The Supreme Court on March 7 agreed to consider Sahara group’s refund proposal and asked it to brief the market regulator Sebi about it. Sahara also assured the SC that it will deposit a “substantial amount” out of Rs 20,000 crore of investors’ money this month and the rest later. Sahara’s lawyers also sought police custody for Subrata Roy and two others on ground that there were problems in getting access to them in judicial custody. t present, Sahara chief Subrata Roy is lodged in Tihar jail. On March 4, Roy was ordered to remain in custody for a week in Delhi by the Supreme Court which was unhappy that no concrete proposal on the refund of investors’ money was put forward by the company.
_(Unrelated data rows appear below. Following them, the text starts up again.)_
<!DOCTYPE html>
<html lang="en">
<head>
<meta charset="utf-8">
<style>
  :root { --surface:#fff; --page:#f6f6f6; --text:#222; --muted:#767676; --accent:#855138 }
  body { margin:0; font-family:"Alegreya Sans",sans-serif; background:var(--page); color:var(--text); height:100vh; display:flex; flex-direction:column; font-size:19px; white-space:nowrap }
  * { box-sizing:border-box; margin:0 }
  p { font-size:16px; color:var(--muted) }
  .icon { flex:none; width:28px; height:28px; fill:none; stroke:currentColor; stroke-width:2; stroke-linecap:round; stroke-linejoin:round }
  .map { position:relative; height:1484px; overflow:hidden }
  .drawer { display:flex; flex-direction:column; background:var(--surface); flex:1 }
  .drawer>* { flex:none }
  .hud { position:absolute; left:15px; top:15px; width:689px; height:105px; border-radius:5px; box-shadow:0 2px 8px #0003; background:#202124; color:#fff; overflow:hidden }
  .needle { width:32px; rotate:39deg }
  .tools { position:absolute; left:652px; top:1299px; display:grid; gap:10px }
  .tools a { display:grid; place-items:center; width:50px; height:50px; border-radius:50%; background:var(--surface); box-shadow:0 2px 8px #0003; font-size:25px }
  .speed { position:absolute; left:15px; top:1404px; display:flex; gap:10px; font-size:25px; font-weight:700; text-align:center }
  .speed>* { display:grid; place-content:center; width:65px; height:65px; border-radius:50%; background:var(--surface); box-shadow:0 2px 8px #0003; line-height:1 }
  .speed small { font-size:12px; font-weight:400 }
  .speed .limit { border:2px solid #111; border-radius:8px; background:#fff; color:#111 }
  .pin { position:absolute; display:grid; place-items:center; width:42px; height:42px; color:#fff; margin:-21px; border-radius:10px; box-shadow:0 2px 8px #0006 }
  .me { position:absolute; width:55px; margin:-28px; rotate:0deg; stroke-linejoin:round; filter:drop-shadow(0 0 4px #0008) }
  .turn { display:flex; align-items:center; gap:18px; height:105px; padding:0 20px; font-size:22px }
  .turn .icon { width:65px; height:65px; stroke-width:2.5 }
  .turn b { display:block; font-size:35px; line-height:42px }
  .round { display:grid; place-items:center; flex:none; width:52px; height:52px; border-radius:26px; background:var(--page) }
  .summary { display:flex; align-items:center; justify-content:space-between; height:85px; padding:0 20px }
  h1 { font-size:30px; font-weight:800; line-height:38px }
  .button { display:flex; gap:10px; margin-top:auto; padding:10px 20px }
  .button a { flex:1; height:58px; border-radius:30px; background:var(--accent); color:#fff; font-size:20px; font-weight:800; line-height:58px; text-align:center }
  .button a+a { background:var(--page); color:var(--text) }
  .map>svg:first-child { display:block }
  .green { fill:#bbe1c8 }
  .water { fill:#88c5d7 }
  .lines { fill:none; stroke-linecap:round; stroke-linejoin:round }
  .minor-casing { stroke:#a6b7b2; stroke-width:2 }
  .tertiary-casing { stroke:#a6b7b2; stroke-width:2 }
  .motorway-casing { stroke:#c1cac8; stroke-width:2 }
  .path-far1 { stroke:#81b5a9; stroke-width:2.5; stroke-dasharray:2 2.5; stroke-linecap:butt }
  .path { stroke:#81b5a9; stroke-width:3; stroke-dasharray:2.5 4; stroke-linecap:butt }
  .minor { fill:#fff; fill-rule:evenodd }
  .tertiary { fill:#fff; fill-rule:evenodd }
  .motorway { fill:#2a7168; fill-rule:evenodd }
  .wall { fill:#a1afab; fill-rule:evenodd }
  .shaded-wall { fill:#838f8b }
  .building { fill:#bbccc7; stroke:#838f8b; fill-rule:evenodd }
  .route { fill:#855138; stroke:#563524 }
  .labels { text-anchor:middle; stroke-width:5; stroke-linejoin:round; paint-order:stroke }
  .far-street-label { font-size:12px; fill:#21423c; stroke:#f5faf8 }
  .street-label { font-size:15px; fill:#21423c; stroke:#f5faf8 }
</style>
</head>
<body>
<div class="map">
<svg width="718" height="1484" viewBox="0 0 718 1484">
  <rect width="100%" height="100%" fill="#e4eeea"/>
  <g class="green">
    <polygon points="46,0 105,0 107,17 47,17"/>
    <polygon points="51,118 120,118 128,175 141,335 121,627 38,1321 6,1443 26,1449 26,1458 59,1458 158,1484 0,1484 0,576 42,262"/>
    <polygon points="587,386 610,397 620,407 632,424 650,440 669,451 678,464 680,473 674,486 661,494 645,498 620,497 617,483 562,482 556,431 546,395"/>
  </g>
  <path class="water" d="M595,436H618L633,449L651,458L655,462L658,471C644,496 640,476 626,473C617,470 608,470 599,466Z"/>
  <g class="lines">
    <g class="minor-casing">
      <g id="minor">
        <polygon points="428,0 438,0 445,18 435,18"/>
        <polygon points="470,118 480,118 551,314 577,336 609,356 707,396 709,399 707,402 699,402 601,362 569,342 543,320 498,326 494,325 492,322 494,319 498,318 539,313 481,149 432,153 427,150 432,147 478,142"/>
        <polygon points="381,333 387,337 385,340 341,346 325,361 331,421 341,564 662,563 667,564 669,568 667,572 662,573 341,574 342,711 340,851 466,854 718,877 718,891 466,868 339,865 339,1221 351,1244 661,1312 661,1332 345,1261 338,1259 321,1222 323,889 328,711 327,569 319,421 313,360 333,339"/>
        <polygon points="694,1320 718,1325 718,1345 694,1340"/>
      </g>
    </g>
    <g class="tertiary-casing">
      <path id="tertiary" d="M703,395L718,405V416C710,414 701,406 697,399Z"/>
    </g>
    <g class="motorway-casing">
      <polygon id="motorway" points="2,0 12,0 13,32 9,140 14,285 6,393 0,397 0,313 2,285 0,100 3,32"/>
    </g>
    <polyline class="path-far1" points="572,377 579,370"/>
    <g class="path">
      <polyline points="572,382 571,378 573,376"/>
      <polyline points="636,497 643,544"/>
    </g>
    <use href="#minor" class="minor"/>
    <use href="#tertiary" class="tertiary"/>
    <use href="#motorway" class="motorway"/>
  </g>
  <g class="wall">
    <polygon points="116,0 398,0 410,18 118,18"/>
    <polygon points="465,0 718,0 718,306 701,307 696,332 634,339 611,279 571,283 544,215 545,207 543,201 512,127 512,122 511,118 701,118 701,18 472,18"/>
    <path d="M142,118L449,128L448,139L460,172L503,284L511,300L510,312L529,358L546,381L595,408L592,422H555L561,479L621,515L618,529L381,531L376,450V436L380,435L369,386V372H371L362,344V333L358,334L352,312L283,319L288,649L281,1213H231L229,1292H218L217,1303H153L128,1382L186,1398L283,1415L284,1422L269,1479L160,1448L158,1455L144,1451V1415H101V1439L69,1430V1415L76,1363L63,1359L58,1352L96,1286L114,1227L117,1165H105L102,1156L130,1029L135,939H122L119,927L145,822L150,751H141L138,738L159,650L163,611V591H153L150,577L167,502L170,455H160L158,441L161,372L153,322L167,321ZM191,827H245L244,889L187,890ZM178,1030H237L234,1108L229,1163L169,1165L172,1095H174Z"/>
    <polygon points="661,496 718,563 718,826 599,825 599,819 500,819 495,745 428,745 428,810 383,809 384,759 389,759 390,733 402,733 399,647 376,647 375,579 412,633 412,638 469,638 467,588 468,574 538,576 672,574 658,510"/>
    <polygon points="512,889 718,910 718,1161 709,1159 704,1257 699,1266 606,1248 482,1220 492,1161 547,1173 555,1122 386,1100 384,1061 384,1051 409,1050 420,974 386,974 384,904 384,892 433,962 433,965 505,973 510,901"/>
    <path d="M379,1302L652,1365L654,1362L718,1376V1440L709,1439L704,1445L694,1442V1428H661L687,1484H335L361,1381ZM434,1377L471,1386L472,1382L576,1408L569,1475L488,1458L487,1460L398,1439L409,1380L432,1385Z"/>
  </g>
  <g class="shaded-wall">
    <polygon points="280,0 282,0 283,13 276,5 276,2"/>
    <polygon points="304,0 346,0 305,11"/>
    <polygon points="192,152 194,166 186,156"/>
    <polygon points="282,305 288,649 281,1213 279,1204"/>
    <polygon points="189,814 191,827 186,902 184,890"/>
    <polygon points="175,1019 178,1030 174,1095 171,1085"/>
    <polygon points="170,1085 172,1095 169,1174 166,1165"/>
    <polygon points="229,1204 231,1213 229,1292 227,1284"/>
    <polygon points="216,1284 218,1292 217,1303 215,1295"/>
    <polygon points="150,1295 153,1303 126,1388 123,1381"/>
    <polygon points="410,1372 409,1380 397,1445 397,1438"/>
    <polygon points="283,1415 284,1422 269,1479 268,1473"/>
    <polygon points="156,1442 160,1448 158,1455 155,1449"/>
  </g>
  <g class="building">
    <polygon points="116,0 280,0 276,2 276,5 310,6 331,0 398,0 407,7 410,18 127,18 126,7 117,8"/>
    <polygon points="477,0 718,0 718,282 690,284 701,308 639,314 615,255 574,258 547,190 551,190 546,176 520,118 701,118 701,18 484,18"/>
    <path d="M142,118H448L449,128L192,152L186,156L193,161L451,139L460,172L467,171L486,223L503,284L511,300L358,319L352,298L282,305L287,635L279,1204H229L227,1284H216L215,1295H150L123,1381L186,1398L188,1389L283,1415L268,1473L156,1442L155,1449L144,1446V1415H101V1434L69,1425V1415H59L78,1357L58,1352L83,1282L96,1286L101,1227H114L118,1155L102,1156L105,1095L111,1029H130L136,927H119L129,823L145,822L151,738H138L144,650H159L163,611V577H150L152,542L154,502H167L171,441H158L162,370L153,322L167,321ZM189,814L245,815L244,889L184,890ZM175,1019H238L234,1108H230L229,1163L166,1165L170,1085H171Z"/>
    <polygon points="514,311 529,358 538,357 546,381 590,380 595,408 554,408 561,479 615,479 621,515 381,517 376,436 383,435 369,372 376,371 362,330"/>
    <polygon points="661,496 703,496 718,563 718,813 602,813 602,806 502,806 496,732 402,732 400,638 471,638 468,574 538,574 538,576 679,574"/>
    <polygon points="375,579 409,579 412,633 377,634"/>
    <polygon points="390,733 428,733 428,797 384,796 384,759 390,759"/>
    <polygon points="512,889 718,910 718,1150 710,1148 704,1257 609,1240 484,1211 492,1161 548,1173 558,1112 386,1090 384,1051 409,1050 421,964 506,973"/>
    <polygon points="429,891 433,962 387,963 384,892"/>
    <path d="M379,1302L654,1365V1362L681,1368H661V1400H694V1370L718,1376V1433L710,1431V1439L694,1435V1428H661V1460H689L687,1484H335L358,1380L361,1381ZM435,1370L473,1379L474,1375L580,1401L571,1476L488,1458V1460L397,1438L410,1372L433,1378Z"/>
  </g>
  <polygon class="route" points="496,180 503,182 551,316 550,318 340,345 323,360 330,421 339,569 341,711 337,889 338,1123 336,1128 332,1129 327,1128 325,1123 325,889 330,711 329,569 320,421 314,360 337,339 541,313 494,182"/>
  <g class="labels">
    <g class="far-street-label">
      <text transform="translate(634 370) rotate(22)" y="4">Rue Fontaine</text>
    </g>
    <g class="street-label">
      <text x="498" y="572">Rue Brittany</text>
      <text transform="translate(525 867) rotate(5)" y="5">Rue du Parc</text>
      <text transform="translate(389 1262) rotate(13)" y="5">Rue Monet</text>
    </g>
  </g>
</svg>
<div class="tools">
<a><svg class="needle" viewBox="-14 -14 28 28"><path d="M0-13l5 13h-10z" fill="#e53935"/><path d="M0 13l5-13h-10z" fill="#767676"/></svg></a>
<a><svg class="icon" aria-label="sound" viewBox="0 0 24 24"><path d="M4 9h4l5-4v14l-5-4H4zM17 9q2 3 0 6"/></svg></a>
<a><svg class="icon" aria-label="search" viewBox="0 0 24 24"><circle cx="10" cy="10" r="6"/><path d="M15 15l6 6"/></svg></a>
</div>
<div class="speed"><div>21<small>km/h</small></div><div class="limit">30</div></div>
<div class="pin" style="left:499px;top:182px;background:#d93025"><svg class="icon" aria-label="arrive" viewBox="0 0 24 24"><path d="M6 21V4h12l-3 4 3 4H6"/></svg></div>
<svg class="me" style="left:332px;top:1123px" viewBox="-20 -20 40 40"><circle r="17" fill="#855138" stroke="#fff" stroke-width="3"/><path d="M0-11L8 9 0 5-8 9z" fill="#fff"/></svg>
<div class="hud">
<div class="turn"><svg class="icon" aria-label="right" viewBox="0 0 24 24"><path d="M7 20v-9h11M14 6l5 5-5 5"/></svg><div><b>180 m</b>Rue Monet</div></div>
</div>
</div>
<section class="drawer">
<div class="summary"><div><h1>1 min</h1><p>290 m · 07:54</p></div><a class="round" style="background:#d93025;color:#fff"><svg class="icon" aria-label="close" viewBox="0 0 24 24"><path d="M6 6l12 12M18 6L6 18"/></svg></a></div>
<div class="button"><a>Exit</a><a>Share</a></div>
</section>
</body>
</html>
Sebi finds large-scale mismatch in Sahara papers

Sebi has come across serious anomalies and a huge number of possibly fictitious investors after analysing truck loads of documents submitted by Sahara to substantiate its claim of over Rs 20,000 crore refunds. To locate genuine investors who may have deposited money with Sahara, the regulator also wants to issue public notices in regional language newspapers and through other avenues, especially in northern and eastern states of the country. Sahara group, whose chief Subrata Roy was on March 4 sent into judicial custody, had deposited Rs 5,120 crore with Sebi after court orders.

It claims to have already refunded all but Rs 2,000 crore in cash directly to investors. The court had ordered refund of over Rs 24,000 crore in August 2012. Sebi has contested Sahara’s direct refund claims. However, Sebi’s analysis of documents submitted by Saharas has thrown up large-scale mismatch – in dates on application forms and redemption vouchers, addresses, names, bond details, among others – in these papers, sources said.

There are numerous instances of one person having hundreds of accounts, one account having multiple beneficiaries, one person with multiple address and one address having tens of individuals. There are some people whose claimed dues spread over multiple accounts run into crores of rupees. Besides, there are thousands of cases where addresses are untraceable, as also cases having innocuous addresses like national highways, and just names of villages, towns or roads, sources said on condition of anonymity.

A large chunk of these details have also been presented before the Supreme Court through written and oral submissions, they said, while adding that there are also cases of payment dates being shown earlier than the voucher dates. The months-long analysis, which was conducted with the help of hundreds of scanners, computers and a robotic system installed at a huge warehouse in suburbs of Mumbai by hundreds of people, began early last year soon after Saharas delivered more than 100 trucks full of cartons containing documents.